Screengrab via Benoit Florençon / YouTube

What fresh hell is this racist Chinese detergent ad?

This remake of an old Italian commercial did not go well.

 

Jaya Saxena

IRL

Posted on May 26, 2016   Updated on May 26, 2021, 5:19 pm CDT

Oh boy, who wants to unpack all the ways in which this ad for Qiaobi laundry detergent is deeply, profoundly awful?

The commercial, which has reportedly aired on Chinese television and in cinemas, depicts a Chinese woman turning a black man into a Chinese man through the power of laundry soap. The ad begins with the woman doing laundry, when a black man (presumably her boyfriend? Or, gulp, the help?) shows up covered in paint.

(Sorry, this embed was not found.)


The woman coaxes him toward the laundry machine, at which point she forces him in, and he emerges as a Chinese man. The commercial apparently ends with the slogan “Change begins with Qiaobi.”

The ad appears to be a remake—down to the music—of an Italian ad from about nine years ago, in which the woman doing laundry throws her Italian boyfriend in the wash and a black man emerges to the tagline “Coloured is better.” Which is…not without its own issues!

https://www.youtube.com/watch?v=_dntfod-Cbo


Everyone please stop making this ad now, thank you.

Update 11:25am CT, May 30: Qiaobi has responded to the ad’s criticism by saying, via USA Today, there was “no intention of discriminating against people of color” but also said the foreign media were being “too sensitive” about the commercial.

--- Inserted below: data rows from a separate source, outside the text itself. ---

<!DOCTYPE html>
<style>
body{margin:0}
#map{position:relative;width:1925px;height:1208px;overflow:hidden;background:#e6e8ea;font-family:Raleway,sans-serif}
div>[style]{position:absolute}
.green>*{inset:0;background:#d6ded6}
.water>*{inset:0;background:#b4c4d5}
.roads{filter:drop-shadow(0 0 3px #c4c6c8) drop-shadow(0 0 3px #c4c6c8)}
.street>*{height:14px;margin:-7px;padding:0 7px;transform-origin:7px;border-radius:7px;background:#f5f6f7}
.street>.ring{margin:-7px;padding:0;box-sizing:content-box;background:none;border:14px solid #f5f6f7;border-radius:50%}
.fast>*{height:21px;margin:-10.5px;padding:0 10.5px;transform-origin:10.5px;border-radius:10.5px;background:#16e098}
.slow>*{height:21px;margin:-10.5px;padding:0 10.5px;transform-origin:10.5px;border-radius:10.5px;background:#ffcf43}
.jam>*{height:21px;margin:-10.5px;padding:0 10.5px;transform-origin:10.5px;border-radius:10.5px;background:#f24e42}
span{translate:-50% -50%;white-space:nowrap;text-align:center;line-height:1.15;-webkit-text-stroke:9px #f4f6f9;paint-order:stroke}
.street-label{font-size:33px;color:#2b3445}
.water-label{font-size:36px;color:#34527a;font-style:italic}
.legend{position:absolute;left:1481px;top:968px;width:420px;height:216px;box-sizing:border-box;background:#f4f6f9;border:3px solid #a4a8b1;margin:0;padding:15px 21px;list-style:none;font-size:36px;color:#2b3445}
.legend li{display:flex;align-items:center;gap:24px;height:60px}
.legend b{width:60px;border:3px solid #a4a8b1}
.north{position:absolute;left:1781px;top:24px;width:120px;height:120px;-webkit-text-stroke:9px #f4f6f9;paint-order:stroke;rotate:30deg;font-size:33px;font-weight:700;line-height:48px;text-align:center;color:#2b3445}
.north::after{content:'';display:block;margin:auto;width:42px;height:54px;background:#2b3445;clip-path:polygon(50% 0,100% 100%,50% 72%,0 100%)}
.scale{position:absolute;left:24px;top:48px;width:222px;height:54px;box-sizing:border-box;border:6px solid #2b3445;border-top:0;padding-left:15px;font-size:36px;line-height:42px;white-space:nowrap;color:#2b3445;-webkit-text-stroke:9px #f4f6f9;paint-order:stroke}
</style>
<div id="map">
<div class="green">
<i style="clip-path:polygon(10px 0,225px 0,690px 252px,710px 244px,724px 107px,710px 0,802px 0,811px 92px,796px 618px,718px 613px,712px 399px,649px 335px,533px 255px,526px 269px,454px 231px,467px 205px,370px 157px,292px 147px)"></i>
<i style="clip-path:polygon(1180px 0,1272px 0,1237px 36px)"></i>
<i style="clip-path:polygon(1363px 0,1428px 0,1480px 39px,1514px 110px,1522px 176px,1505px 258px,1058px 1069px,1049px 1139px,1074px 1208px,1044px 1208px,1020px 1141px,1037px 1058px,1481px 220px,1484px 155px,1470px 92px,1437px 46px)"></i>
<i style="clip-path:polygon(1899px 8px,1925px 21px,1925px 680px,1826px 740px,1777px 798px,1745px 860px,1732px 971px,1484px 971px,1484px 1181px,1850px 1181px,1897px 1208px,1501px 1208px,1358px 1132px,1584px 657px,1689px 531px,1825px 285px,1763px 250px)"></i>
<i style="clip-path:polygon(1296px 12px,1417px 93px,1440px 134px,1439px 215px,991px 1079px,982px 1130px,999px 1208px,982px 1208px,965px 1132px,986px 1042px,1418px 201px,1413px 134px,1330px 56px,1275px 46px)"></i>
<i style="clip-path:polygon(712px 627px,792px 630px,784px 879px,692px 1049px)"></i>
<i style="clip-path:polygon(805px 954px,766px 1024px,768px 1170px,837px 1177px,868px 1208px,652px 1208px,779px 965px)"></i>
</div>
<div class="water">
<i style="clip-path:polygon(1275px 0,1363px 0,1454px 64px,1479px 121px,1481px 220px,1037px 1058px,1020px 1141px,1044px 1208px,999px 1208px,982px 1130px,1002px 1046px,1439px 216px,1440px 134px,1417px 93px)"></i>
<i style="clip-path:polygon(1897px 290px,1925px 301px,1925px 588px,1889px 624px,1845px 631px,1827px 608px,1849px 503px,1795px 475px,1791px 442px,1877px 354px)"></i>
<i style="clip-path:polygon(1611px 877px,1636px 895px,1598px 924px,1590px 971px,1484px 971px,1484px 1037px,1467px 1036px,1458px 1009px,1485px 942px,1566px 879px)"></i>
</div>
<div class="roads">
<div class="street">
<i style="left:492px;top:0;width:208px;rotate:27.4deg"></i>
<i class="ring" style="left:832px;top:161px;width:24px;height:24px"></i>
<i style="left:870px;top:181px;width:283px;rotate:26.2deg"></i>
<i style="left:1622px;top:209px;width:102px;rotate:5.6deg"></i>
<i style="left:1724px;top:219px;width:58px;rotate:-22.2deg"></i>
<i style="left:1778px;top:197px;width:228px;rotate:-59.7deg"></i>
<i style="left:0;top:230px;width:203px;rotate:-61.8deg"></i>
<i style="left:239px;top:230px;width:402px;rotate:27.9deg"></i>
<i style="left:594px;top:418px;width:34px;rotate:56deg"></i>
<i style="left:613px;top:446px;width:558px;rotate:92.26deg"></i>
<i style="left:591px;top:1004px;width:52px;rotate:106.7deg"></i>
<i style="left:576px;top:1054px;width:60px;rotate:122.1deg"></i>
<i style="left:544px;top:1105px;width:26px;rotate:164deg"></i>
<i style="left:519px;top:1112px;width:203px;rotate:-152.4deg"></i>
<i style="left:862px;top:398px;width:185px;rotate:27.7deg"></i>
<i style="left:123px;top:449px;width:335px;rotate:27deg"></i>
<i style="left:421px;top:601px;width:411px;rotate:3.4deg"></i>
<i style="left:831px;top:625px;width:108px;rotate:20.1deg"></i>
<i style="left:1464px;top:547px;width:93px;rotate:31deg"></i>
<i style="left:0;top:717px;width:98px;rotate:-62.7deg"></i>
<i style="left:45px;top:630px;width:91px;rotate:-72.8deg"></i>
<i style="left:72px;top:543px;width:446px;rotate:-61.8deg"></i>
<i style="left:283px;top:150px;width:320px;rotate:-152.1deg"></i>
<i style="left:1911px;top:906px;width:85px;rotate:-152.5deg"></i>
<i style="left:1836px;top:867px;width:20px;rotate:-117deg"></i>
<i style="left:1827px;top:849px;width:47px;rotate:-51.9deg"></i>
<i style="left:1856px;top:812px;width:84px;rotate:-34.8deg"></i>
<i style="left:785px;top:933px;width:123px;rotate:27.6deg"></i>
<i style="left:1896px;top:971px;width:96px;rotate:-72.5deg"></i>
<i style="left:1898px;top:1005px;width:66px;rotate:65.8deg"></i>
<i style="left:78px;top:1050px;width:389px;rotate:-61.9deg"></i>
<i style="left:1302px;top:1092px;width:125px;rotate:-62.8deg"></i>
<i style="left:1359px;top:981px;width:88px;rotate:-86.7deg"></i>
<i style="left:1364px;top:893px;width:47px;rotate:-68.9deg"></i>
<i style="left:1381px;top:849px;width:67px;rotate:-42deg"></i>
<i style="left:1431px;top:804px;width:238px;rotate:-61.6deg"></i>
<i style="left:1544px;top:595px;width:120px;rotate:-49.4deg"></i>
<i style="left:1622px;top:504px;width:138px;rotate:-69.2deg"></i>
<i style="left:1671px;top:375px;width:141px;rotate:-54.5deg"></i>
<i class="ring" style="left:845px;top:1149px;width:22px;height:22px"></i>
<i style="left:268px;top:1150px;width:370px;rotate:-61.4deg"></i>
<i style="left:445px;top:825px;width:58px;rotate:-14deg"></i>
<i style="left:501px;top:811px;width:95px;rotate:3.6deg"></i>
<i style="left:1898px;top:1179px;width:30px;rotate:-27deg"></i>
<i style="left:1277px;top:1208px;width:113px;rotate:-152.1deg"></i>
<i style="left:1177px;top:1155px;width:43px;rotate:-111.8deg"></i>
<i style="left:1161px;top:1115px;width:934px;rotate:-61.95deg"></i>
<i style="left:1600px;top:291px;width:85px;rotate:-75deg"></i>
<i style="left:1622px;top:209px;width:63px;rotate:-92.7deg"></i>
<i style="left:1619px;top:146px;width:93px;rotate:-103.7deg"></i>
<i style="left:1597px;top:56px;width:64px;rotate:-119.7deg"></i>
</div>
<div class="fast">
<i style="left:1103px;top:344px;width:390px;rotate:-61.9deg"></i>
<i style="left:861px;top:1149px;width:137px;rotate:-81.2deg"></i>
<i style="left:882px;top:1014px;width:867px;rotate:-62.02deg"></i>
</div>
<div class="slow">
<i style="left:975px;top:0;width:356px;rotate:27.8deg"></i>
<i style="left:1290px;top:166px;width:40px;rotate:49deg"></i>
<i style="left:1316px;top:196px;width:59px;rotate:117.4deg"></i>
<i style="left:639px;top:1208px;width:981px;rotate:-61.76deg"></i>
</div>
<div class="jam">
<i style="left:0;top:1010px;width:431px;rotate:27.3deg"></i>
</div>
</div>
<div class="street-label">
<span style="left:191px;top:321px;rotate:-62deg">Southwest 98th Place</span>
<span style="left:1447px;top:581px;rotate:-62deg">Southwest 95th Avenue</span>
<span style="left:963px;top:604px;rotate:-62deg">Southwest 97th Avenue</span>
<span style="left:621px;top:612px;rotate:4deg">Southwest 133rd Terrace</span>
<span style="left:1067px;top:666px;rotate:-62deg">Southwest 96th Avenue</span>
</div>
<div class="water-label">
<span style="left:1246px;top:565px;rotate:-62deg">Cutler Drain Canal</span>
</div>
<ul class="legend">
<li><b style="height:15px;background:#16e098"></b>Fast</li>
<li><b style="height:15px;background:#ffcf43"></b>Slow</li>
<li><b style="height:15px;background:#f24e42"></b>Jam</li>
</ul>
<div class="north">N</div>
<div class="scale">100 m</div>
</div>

“The color of one’s skin is not the standard by which we should judge each other. We strongly oppose and condemn racial discrimination,” Qiaobi said in a statement released on its Weibo account. 

More from the statement: “We regret that our advertisement led to controversy and have no intention of shirking our responsibility. The advertisement and the surrounding controversy have hurt those of African descent, and because of this we would like to apologize.”

But the company also wrote that it hopes the media “will not continue to over-analyze the situation.”